> **Your goal**
Please repeat the records exactly. The pictures are to be left out.

Collected data entries:
'''

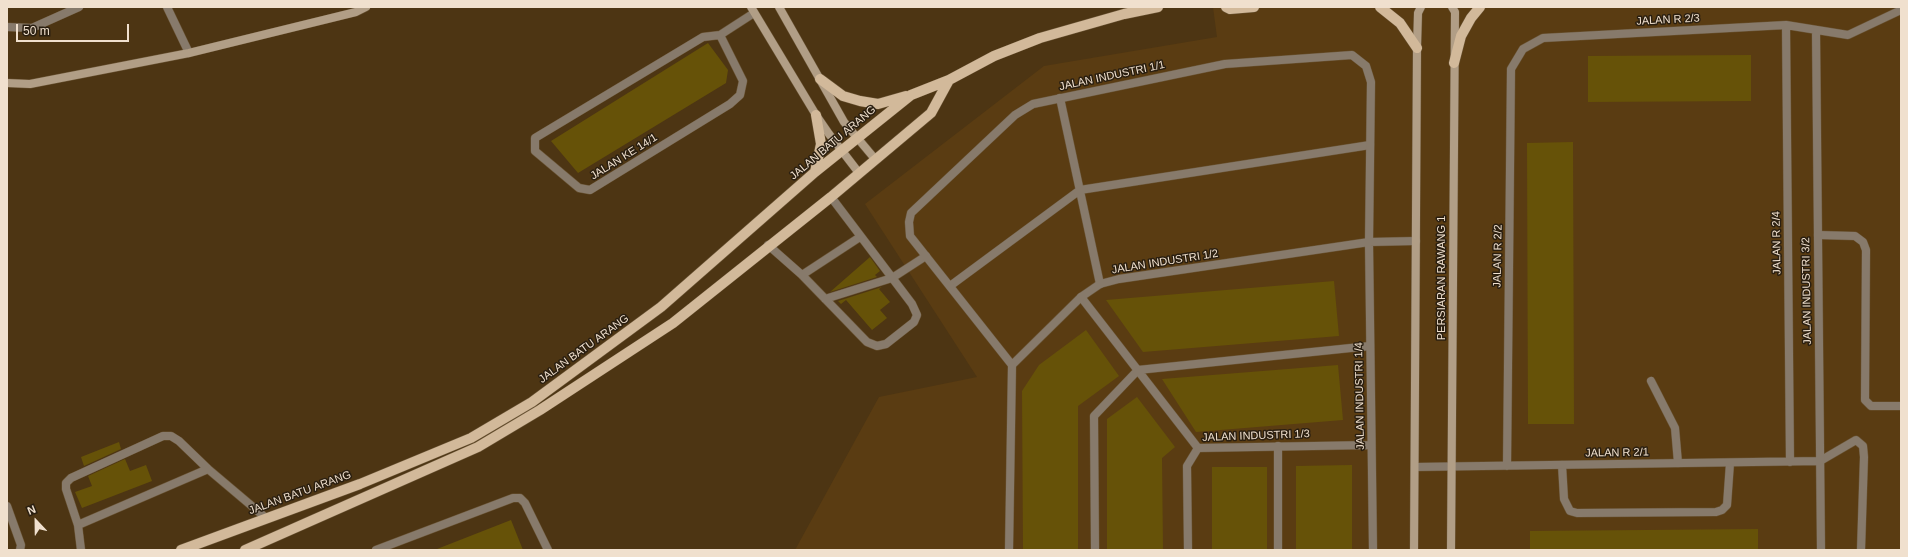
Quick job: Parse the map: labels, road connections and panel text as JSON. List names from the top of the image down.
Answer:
{
  "streets": {
    "main road": ["JALAN BATU ARANG"],
    "street": [
      "JALAN R 2/3",
      "JALAN INDUSTRI 1/1",
      "JALAN KE 14/1",
      "JALAN R 2/4",
      "JALAN R 2/2",
      "JALAN INDUSTRI 1/2",
      "PERSIARAN RAWANG 1",
      "JALAN INDUSTRI 3/2",
      "JALAN INDUSTRI 1/4",
      "JALAN INDUSTRI 1/3",
      "JALAN R 2/1"
    ]
  },
  "crossings": [
    ["JALAN R 2/3", "JALAN R 2/4"],
    ["JALAN R 2/3", "JALAN R 2/2"],
    ["JALAN R 2/3", "JALAN INDUSTRI 3/2"],
    ["JALAN INDUSTRI 1/1", "JALAN INDUSTRI 1/2"],
    ["JALAN INDUSTRI 1/1", "JALAN INDUSTRI 1/4"],
    ["JALAN R 2/4", "JALAN R 2/1"],
    ["JALAN R 2/2", "JALAN R 2/1"],
    ["JALAN INDUSTRI 1/2", "JALAN INDUSTRI 1/4"],
    ["PERSIARAN RAWANG 1", "JALAN R 2/1"],
    ["JALAN INDUSTRI 3/2", "JALAN R 2/1"],
    ["JALAN INDUSTRI 1/4", "JALAN INDUSTRI 1/3"]
  ],
  "scale_bar": "50 m",
  "north": "top"
}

'''

> **Final answer**
Quick job: Parse the map: labels, road connections and panel text as JSON. List names from the top of the image down.
Answer:
{
  "streets": {
    "main road": ["JALAN BATU ARANG"],
    "street": [
      "JALAN R 2/3",
      "JALAN INDUSTRI 1/1",
      "JALAN KE 14/1",
      "JALAN R 2/4",
      "JALAN R 2/2",
      "JALAN INDUSTRI 1/2",
      "PERSIARAN RAWANG 1",
      "JALAN INDUSTRI 3/2",
      "JALAN INDUSTRI 1/4",
      "JALAN INDUSTRI 1/3",
      "JALAN R 2/1"
    ]
  },
  "crossings": [
    ["JALAN R 2/3", "JALAN R 2/4"],
    ["JALAN R 2/3", "JALAN R 2/2"],
    ["JALAN R 2/3", "JALAN INDUSTRI 3/2"],
    ["JALAN INDUSTRI 1/1", "JALAN INDUSTRI 1/2"],
    ["JALAN INDUSTRI 1/1", "JALAN INDUSTRI 1/4"],
    ["JALAN R 2/4", "JALAN R 2/1"],
    ["JALAN R 2/2", "JALAN R 2/1"],
    ["JALAN INDUSTRI 1/2", "JALAN INDUSTRI 1/4"],
    ["PERSIARAN RAWANG 1", "JALAN R 2/1"],
    ["JALAN INDUSTRI 3/2", "JALAN R 2/1"],
    ["JALAN INDUSTRI 1/4", "JALAN INDUSTRI 1/3"]
  ],
  "scale_bar": "50 m",
  "north": "top"
}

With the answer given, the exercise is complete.